In the records below, find every line with the word "direction" and copy it.

Provided material Block Start

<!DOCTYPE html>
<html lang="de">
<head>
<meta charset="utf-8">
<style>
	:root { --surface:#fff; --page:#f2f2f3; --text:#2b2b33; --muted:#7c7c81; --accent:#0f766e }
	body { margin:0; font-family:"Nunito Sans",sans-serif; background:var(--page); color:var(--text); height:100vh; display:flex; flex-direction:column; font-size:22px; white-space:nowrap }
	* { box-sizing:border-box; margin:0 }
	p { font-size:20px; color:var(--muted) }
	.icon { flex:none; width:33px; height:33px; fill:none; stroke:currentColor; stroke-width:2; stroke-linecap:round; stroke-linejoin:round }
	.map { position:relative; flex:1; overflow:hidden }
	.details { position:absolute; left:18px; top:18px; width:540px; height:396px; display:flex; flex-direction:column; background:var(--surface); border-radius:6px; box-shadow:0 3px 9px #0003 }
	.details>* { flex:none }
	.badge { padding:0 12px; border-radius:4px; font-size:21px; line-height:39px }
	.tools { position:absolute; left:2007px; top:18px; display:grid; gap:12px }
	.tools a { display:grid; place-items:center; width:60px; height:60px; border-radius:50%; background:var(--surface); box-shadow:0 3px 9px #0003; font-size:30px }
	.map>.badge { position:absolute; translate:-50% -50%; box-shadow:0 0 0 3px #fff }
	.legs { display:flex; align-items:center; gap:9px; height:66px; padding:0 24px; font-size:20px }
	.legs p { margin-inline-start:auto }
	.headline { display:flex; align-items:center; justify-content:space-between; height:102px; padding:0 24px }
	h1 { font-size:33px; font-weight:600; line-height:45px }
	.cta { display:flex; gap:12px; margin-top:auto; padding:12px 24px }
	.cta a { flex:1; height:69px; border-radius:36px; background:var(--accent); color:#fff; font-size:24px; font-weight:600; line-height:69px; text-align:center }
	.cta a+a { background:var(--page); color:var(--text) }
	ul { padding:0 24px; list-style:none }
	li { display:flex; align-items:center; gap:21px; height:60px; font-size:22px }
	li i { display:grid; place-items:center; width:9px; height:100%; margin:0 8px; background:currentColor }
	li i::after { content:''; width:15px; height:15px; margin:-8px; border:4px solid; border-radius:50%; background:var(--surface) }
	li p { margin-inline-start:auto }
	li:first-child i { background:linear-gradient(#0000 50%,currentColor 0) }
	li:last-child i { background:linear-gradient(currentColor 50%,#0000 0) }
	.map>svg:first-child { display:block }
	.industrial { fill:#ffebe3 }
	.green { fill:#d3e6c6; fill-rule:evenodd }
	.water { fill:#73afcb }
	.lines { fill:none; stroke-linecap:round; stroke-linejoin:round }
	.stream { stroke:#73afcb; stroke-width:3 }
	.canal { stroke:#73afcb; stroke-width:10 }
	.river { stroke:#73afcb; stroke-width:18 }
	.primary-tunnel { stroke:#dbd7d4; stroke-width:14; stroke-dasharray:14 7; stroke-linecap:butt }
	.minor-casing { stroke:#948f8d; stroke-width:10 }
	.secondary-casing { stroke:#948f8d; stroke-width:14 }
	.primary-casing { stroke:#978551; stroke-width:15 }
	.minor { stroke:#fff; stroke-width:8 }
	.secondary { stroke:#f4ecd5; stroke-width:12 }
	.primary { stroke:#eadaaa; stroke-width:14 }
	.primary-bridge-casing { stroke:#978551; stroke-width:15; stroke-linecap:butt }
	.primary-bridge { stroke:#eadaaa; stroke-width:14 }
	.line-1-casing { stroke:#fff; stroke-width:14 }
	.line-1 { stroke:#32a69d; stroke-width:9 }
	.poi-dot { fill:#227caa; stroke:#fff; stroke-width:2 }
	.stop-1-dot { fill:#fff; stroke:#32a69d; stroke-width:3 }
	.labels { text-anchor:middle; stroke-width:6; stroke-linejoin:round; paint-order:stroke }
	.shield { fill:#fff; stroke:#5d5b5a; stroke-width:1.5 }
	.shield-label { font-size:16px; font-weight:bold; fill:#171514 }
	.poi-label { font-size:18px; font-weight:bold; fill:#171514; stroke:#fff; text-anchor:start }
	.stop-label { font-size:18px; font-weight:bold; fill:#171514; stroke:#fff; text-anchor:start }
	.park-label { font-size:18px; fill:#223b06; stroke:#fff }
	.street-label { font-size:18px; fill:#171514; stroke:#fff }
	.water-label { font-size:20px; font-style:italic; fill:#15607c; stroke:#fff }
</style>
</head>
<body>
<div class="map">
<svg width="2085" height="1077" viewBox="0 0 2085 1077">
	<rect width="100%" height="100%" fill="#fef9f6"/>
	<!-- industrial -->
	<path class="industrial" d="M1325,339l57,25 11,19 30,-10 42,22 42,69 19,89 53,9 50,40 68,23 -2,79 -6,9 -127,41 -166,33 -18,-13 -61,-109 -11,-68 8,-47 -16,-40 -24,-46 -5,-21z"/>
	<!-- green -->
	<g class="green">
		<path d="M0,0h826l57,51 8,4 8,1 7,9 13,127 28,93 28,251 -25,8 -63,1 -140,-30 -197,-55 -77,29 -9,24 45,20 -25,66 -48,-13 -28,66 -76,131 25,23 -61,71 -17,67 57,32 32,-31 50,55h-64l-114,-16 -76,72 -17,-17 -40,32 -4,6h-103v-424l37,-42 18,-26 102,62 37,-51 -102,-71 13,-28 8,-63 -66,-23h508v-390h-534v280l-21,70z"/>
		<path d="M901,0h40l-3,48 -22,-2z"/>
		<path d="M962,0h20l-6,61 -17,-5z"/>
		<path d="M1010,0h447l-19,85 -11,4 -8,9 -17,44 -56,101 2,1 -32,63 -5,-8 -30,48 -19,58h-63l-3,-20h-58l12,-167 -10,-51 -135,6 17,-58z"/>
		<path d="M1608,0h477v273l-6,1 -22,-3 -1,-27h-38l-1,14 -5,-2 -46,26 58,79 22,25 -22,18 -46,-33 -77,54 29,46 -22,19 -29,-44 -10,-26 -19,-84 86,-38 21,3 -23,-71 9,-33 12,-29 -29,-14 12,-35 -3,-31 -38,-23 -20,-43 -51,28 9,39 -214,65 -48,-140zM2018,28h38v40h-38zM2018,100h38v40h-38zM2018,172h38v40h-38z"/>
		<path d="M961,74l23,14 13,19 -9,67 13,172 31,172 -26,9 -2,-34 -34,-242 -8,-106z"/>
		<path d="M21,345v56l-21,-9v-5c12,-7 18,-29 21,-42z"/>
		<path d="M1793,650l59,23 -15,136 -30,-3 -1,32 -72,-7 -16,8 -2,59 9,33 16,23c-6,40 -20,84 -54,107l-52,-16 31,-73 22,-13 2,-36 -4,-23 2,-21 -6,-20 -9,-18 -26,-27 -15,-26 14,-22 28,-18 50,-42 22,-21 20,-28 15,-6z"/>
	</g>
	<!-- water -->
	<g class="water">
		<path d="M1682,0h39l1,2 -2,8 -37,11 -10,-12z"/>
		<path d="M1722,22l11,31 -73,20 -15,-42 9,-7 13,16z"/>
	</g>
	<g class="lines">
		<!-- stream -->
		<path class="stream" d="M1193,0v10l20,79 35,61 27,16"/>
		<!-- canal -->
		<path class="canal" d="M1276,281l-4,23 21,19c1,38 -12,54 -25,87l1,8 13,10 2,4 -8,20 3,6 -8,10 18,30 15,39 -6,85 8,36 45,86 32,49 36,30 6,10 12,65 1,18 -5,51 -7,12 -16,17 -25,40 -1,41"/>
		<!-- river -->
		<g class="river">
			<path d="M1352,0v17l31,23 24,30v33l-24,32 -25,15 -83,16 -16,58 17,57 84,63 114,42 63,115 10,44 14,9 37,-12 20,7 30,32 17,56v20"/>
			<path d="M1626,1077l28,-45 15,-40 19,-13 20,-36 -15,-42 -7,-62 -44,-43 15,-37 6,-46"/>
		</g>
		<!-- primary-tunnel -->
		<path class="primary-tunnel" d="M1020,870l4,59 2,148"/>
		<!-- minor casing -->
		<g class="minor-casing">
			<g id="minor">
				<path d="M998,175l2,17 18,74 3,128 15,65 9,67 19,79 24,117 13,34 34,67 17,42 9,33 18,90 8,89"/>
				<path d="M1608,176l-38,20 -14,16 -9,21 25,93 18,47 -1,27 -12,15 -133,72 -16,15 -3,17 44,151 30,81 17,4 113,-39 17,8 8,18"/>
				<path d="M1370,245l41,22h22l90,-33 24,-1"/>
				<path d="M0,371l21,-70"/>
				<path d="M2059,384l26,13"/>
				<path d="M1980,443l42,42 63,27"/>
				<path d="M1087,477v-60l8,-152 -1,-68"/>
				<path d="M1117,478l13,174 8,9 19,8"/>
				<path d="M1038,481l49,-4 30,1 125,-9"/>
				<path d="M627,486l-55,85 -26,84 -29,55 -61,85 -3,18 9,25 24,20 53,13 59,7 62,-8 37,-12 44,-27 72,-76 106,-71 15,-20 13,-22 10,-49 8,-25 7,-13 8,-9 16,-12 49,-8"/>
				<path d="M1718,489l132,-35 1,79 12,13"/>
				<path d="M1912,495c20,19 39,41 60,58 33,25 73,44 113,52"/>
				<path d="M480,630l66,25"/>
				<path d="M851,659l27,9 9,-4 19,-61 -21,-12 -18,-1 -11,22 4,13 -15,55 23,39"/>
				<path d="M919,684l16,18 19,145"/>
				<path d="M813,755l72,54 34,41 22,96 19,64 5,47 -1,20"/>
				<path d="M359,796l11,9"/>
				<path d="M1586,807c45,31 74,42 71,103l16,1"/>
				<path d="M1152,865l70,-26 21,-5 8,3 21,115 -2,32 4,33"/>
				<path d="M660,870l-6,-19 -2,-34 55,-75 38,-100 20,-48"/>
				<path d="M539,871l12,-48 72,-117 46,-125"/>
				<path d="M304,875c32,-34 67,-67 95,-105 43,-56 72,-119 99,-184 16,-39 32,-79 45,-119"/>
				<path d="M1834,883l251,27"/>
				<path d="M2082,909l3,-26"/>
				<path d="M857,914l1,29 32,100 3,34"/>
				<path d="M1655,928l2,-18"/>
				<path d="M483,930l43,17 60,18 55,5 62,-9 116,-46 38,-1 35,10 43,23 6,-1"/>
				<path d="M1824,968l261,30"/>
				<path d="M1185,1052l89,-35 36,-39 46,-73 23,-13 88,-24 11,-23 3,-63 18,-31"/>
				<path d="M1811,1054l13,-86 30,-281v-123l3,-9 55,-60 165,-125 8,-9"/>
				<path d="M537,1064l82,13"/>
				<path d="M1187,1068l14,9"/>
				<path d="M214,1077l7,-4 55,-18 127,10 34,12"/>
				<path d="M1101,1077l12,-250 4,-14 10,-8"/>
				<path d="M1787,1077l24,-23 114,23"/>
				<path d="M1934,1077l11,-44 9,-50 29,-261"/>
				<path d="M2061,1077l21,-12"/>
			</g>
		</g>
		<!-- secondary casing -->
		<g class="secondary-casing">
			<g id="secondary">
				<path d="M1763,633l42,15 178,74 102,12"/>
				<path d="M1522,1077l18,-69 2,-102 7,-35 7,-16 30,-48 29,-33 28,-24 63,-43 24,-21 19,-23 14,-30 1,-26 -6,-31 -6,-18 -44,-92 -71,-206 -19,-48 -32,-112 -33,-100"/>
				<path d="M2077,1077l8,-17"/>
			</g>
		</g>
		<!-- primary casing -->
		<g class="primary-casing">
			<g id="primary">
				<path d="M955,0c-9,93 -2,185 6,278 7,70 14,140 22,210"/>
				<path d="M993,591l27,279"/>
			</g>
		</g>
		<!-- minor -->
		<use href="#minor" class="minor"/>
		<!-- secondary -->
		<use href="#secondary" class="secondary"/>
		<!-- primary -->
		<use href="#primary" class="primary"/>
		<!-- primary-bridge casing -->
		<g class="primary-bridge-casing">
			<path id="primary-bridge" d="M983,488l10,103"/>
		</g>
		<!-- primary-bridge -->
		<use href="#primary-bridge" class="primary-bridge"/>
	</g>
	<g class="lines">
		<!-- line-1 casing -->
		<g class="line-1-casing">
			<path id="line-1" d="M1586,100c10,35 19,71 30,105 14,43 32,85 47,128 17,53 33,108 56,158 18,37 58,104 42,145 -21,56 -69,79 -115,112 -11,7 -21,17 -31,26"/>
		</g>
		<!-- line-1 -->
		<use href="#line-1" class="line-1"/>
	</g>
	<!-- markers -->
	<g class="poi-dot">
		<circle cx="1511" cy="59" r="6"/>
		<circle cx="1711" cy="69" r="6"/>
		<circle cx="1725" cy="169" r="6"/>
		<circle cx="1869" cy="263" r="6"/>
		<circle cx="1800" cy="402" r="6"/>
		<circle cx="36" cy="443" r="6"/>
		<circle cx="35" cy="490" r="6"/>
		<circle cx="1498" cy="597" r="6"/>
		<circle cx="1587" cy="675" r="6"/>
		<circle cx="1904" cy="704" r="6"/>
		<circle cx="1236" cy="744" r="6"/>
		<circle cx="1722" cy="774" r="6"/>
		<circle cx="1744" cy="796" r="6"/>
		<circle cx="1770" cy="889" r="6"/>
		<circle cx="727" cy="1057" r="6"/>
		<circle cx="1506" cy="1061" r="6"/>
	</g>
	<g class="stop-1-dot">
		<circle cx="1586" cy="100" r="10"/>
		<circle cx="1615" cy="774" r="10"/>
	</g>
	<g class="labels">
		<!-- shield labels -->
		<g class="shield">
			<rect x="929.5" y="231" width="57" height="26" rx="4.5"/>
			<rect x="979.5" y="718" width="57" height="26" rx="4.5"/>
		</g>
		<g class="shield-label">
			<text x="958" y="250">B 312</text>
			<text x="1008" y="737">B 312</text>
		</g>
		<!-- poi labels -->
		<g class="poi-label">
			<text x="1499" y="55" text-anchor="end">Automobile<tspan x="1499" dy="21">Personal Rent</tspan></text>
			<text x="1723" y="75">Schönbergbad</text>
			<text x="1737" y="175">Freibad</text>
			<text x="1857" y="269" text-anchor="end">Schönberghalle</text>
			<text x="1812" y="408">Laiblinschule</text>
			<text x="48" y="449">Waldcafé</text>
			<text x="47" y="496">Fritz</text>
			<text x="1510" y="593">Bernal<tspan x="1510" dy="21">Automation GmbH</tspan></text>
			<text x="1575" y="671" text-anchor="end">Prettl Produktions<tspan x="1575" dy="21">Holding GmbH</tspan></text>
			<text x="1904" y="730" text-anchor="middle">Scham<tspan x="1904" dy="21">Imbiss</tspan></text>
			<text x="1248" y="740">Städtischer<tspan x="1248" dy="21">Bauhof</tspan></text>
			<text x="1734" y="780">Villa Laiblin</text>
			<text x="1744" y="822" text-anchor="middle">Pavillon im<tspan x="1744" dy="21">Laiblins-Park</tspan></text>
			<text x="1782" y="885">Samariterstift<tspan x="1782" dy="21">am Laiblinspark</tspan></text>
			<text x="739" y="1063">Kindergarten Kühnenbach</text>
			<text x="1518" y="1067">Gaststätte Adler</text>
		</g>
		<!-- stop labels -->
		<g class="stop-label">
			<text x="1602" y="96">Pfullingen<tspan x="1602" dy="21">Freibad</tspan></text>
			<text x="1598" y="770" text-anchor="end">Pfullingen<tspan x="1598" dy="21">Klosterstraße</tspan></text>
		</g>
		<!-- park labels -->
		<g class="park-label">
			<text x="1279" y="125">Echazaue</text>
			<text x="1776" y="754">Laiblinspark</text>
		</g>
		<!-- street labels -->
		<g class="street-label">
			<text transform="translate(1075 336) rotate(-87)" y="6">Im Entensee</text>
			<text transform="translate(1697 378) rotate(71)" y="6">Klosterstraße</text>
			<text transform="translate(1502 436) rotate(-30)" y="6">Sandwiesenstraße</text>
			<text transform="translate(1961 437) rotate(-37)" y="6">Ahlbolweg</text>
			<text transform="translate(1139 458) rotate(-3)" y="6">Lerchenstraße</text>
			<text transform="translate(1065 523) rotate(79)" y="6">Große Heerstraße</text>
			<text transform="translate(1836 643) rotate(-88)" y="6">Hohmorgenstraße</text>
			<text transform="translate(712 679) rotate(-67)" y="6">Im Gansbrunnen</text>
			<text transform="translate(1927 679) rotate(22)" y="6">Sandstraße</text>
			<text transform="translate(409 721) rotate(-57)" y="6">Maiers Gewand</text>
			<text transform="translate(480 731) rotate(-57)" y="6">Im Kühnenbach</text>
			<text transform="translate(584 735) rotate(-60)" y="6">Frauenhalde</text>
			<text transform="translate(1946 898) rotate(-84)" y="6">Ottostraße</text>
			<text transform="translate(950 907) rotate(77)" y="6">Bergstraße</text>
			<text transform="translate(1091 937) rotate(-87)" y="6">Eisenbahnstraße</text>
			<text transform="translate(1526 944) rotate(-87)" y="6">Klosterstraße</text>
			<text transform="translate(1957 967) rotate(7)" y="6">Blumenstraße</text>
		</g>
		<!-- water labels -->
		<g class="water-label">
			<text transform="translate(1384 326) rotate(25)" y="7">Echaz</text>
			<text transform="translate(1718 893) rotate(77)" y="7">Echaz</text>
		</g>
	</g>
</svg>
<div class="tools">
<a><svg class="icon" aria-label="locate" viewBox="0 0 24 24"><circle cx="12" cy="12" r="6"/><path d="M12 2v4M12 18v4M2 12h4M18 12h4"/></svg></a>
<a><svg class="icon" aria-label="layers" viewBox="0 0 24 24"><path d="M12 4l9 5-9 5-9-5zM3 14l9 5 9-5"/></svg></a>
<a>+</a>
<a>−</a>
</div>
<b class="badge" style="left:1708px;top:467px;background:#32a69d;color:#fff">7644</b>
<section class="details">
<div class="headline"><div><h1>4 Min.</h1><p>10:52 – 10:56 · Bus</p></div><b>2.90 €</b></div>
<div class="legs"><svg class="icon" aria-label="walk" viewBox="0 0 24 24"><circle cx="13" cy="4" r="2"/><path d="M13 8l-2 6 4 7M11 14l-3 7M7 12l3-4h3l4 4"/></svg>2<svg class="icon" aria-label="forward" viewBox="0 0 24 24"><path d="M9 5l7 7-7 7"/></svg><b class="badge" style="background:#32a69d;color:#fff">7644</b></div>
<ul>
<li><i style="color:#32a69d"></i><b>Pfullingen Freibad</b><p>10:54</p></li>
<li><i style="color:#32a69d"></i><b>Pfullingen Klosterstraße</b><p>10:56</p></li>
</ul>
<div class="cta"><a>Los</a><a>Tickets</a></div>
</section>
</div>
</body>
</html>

Provided material Block End

* [Answer to this task]:
	body { margin:0; font-family:"Nunito Sans",sans-serif; background:var(--page); color:var(--text); height:100vh; display:flex; flex-direction:column; font-size:22px; white-space:nowrap }
	.details { position:absolute; left:18px; top:18px; width:540px; height:396px; display:flex; flex-direction:column; background:var(--surface); border-radius:6px; box-shadow:0 3px 9px #0003 }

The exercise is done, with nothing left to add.